Quoi qu’on dise et surtout quelque expérience que l’on vive par le filtre de la langue, elle est potentiellement déjà dite, déjà prononcée dans ce tout prononçable qu’est une langue. En effet la systématique de la langue désigne ce que l’on appelle une combinatoire. Toute langue se compose de phonèmes, c’est-à-dire de la plus petite unité de son et de monème qui signifie la plus petite unité de sens. Avec 36 phonèmes, peut se constituer une multiplicité de monèmes dans une infinité de phrases. C’est ainsi que nos mots ont un sens mais qu’en même temps ce sens est potentiellement déjà contenu dans la systématique de la langue. Quoi qu’on dise, c’est finalement déjà dit, en tout cas si l’on suit les règles de la langue. Peut-être comprenons mieux le sens radical de l’affirmation e Roland Barthes selon laquelle « il n’y a pas de hors langage ».  Il n’est pas possible de parler sans répéter ce que de toute façon toute langue, en un sens, a déjà dit. Nous n’échangeons que sous la dictée de cette puissance combinatoire des mots qui certes est immense mais demeure dans sa structure même conventionnelle et normative. A cette aune rien e peut s’échanger que des banalités.

 


Finalement toute la question est de savoir si l’enfant à la bobine doit se satisfaire de ce substitut que lui offre la langue maternelle et si, parvenu grâce à ce système à l’expression de ses manques affectifs, à leur prise en compte dans un milieu social familial et professionnel humain, il a résolument perdu tout contact avec sa détresse initiale, physique, pure? Dans un système répétitif systématique et banalisé peut-on faire encore signe de la vérité première de la mère qu’on a toutes et tous perdue, de la réalité quittée, de la fibre affective authentique ? 

Si la superficialité et la désertification de la présence réelle de l’autre dont internet est aujourd’hui le théâtre ont leur origine dans cette banalisation par  l’enfant de son abandon par la mise en scène symbolique , alors c’est bien à lui qu’il nous faut revenir pour pour la question d’un retour possible à cette réalité pure que l’on a quitté. Peut-il la nier, la réfuter, s’en émanciper? Non, mais il peut exacerber la puissance ludique de ce jeu qui se prolonge dans le fascisme de la combinatoire linguistique. Il n’est ni plus ni moins question dé lors que de forcer ce qui nous force, de briser le joug de ce qui nous aliène en le jouant à notre tour, en le détournant de ses usages et en brisant ses règles. 

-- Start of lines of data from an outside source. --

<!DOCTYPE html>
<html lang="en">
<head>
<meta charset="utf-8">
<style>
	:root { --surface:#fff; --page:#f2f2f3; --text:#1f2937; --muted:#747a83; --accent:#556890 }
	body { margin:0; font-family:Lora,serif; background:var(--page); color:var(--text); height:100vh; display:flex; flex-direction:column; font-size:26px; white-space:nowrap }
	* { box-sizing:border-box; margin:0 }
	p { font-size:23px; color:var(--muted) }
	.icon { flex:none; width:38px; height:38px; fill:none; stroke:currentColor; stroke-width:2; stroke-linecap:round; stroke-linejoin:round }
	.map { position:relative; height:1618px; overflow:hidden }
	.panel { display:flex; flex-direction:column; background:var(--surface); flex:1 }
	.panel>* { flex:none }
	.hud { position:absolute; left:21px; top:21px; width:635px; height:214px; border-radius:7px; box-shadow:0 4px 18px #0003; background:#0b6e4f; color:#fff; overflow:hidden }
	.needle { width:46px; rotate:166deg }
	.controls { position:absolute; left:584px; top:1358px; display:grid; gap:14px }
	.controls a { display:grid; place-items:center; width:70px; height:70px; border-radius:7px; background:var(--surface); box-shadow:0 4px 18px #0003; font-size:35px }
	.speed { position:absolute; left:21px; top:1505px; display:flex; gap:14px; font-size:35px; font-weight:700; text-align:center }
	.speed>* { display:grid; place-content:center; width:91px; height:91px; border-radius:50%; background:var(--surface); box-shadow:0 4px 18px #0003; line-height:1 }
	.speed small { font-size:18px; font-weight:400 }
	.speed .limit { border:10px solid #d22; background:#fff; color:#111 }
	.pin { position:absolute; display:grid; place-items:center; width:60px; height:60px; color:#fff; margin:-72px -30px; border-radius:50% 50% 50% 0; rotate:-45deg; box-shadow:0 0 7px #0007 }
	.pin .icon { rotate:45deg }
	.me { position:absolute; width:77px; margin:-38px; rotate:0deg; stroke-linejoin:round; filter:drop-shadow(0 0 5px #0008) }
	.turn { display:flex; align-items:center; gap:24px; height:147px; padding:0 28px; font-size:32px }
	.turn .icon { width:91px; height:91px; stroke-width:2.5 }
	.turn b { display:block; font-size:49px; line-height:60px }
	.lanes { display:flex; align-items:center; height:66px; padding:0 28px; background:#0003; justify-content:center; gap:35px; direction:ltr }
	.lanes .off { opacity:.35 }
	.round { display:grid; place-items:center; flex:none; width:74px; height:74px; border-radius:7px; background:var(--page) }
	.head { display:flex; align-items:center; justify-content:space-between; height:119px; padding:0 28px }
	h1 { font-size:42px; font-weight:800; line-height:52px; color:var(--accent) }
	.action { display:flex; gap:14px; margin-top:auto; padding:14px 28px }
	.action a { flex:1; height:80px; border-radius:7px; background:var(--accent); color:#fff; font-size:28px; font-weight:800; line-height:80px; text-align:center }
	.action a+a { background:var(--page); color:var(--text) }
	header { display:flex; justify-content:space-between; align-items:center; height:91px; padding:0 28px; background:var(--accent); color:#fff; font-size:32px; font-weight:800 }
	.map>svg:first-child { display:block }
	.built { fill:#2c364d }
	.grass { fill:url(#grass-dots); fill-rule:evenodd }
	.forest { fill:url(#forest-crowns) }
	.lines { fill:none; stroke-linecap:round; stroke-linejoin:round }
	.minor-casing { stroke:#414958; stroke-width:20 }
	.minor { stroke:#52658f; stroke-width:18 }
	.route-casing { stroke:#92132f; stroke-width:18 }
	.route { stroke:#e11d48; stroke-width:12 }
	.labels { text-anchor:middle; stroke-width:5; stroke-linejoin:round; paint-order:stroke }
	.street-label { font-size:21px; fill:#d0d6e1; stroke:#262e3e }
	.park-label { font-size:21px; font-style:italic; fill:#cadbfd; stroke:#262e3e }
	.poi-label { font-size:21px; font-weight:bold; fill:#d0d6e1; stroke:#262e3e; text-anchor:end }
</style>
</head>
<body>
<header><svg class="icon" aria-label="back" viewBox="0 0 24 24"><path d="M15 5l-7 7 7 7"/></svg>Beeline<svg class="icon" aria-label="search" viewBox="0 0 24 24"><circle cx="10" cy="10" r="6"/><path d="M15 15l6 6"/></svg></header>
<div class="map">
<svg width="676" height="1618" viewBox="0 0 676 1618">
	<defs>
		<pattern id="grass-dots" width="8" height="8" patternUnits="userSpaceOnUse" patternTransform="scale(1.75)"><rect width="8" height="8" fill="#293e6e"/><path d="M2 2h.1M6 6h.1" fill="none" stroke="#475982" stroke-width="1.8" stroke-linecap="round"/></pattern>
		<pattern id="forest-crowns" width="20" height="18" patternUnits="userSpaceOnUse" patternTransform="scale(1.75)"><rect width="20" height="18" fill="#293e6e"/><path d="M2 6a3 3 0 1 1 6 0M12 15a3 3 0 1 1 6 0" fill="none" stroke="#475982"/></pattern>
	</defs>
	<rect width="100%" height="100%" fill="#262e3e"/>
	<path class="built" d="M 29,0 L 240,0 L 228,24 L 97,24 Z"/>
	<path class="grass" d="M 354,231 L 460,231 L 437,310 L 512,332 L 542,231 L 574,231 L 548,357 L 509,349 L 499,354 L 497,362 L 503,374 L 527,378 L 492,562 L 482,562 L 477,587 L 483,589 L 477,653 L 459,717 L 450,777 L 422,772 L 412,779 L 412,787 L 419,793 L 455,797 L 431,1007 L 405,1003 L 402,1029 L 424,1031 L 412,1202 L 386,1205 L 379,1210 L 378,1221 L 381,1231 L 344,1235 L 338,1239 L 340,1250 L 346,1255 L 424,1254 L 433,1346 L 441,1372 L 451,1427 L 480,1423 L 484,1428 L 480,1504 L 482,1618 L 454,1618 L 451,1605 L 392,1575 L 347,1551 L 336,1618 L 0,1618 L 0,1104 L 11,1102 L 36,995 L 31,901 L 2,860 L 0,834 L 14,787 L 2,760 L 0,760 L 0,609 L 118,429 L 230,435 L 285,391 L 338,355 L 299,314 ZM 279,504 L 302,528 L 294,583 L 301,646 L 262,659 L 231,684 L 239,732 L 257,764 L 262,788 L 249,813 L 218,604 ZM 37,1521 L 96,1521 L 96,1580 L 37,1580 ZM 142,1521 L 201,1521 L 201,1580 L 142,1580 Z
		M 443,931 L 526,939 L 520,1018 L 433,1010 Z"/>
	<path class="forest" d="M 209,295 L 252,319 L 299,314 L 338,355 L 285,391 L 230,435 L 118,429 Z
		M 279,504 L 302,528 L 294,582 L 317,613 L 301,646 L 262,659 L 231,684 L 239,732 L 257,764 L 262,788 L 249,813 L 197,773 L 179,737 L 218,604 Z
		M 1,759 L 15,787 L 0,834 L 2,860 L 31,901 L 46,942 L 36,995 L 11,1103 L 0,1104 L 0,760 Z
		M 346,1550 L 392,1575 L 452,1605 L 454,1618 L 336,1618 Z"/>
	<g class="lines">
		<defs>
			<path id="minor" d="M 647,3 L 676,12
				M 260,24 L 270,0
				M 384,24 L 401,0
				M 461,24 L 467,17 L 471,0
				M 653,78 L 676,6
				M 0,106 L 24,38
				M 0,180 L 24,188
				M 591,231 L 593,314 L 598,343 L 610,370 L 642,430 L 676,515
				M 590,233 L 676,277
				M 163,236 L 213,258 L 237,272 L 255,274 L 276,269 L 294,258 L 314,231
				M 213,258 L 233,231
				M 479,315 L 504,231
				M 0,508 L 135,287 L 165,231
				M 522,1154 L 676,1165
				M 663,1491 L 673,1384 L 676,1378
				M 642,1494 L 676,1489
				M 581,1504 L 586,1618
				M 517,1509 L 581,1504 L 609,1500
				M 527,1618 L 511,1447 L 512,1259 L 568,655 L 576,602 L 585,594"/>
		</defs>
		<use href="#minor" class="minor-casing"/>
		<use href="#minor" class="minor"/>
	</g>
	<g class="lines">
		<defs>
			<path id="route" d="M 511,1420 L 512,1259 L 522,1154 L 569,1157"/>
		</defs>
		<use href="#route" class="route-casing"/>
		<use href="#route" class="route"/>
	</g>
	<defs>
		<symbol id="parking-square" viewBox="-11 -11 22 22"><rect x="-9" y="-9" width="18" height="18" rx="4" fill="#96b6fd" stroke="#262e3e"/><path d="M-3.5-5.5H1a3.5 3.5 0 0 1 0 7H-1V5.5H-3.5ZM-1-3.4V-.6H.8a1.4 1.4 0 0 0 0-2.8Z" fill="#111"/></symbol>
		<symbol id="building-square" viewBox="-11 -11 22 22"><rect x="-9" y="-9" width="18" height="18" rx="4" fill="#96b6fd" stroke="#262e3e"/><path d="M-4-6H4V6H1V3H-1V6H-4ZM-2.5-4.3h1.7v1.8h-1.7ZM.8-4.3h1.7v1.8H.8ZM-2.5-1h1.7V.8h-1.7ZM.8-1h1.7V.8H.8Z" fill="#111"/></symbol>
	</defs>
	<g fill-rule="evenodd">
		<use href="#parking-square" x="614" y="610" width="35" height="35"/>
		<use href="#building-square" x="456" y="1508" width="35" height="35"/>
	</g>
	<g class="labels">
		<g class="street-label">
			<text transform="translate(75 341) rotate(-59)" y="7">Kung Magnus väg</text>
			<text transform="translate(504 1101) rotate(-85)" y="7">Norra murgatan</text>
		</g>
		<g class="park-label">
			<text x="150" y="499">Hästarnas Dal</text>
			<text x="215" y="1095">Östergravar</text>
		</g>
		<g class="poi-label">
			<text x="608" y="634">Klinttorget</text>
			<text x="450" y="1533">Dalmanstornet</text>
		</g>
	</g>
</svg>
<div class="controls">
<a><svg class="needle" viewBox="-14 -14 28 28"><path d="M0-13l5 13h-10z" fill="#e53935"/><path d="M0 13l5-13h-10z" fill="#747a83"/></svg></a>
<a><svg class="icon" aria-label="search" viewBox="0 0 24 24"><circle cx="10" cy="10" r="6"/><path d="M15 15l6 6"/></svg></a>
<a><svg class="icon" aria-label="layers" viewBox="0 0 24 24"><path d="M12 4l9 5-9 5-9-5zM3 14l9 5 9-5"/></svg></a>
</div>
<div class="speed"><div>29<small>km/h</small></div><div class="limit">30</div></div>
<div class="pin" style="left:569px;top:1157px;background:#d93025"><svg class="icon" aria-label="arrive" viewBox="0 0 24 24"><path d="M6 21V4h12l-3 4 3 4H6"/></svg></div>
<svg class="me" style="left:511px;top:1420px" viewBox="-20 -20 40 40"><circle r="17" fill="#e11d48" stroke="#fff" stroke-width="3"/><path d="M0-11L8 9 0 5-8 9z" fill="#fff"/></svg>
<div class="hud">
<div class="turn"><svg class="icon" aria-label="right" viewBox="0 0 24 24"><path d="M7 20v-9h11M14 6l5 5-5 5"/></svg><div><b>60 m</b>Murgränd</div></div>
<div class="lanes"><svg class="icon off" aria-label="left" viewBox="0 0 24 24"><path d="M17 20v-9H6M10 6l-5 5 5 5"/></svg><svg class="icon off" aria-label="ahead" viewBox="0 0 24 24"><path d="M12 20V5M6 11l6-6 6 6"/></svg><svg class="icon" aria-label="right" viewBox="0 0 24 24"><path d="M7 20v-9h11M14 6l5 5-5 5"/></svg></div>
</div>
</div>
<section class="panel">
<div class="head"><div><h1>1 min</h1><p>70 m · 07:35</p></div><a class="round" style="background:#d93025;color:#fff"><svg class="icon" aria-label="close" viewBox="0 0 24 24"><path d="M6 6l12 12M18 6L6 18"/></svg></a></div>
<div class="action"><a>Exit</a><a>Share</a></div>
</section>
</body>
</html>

Cela n’est ni plus ni moins qu’un retour à l’enfance que nous propose finalement toute littérature. Dans l’émergence d’un style, c’est-à-dire d’une utilisation d’une langue qui ne vise aucunement à communiquer, à rendre commune une expérience mais bien au contraire à la singulariser, à l’exprimer dans toute l’étrangeté de son vécu, quelque chose de l’opacité de la vie prend corps dans la langue et génialement la désavoue, la désarme, la nie en son propre sein. « Bégayer la langue », pour reprendre l’expression de Gilles Deleuze, c’est revenir du désir de pouvoir de l’enfant à la bobine, renoncer à s’imposer à la situation pour au contraire la célébrer en tant que telle, dans toute sa justesse et son originalité.  On peut ainsi revenir de la banalisation des  noms et ds lieux communs en faisant l’idiot, l’innocent, en remontant à contre-courant la tentative du petit fils de Freud de noyer sa détresse dans la répétions du jeu jusqu’à revenir à sa source mais par les mots eux-mêmes. Bégayer la langue signifie la soumettre au bégaiement des situations qui justement ne se répètent pas identiquement. Il y a ceci et puis cela et puis cela. 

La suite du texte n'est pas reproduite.